The key comparisons were verified SR articles retrieved by SR[pt] but not by CQrs (SR[pt] NOT CQrs) and by CQrs but not SR[pt] (CQrs NOT SR[pt]) (Table 1). Articles indexed by both filters were also examined. Searches were conducted in PubMed on March 29, 2021, for PubMed publication dates from January 1, 2020, through June 30, 2020. This time period was chosen to accommodate the lag time between articles being posted to PubMed (pdat) and indexing terms being added. Using StatsDirect Statistical Software (version 3.3.5), we generated random samples of the articles retrieved in each of these comparisons. These were examined by one author to determine if they were valid SRs, applying the SR[pt] definition in MeSH (as noted above) until a consistent pattern became evident. This required direct examination of samples of 50 to 100 articles for each comparison to provide 95% confidence intervals (CIs) of about 10% or less on estimates of performance. Titles of articles were not treated as adequate sources and were ignored in this assessment. Abstracts were perused and, if there was any doubt, full-text articles, if accessible and in English, were read until a decision could be made about whether the article reported a SR. Non-English articles without abstracts were excluded.
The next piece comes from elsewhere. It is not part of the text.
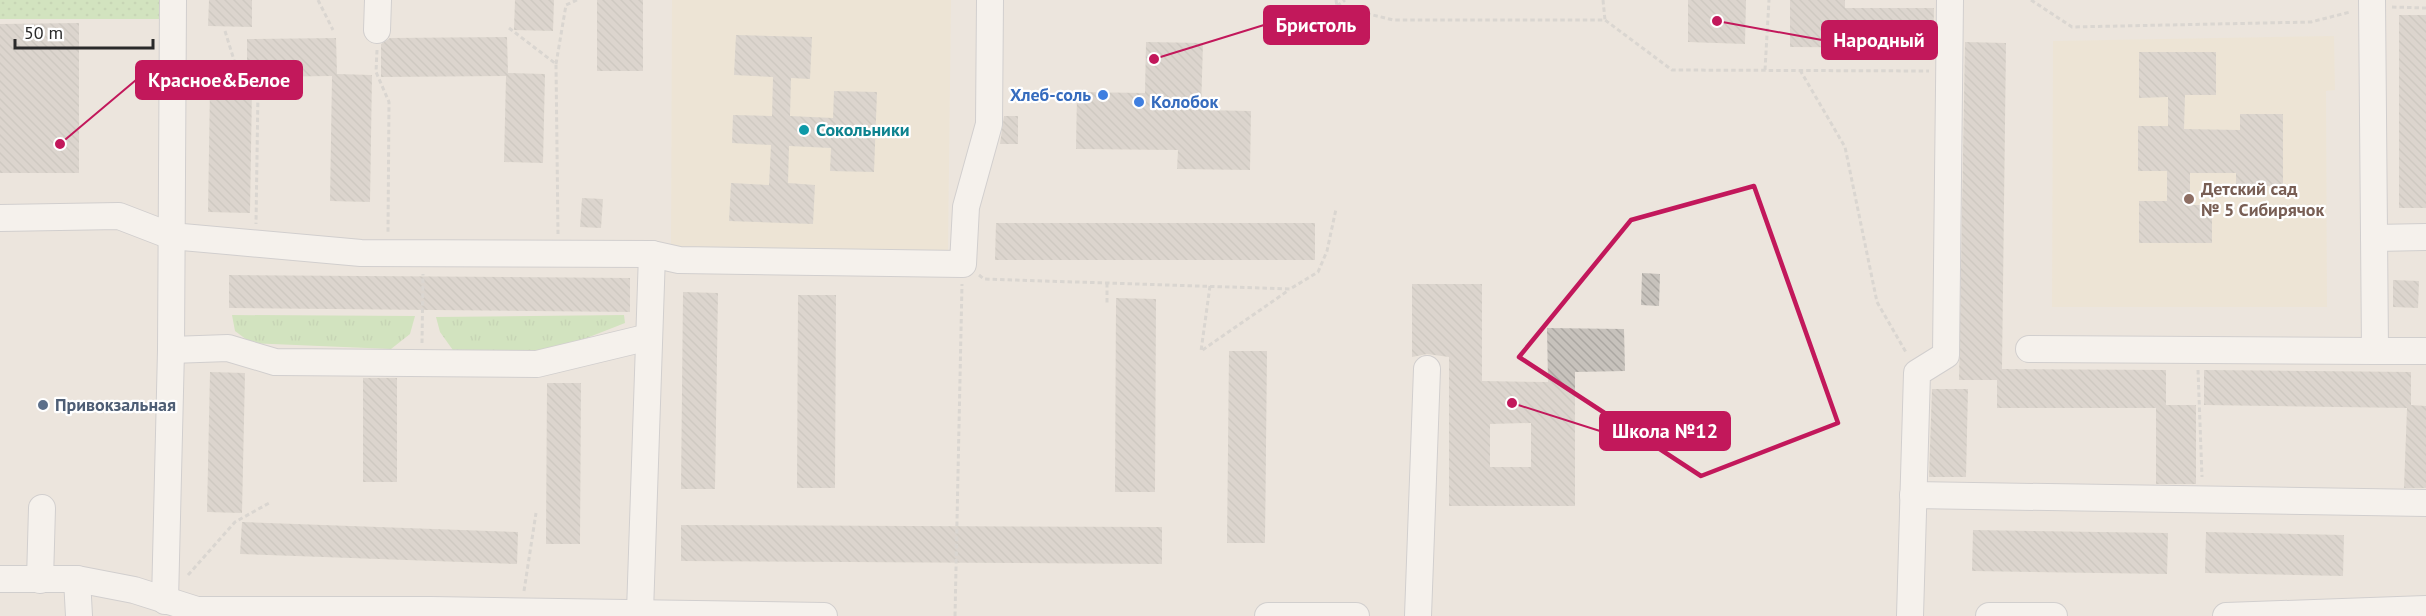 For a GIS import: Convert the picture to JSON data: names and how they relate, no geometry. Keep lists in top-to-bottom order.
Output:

To verify the reproducibility of this single assessment, we conducted two trial runs with independent assessment by both authors of thirty randomly selected articles, showing 100% agreement in determining whether a retrieved article met the SR[pt] definition.

Table 1

Search strategies

Search Filter Strategy
SR[pt] Systematic review[publication type]
Clinical Query sensitive filter for review articles (CQrs) search*[Title/Abstract] OR meta-analysis[Publication Type] OR meta analysis[Title/Abstract] OR meta analysis[MeSH Terms] OR review[Publication Type] OR diagnosis[MeSH Subheading] OR associated[Title/Abstract]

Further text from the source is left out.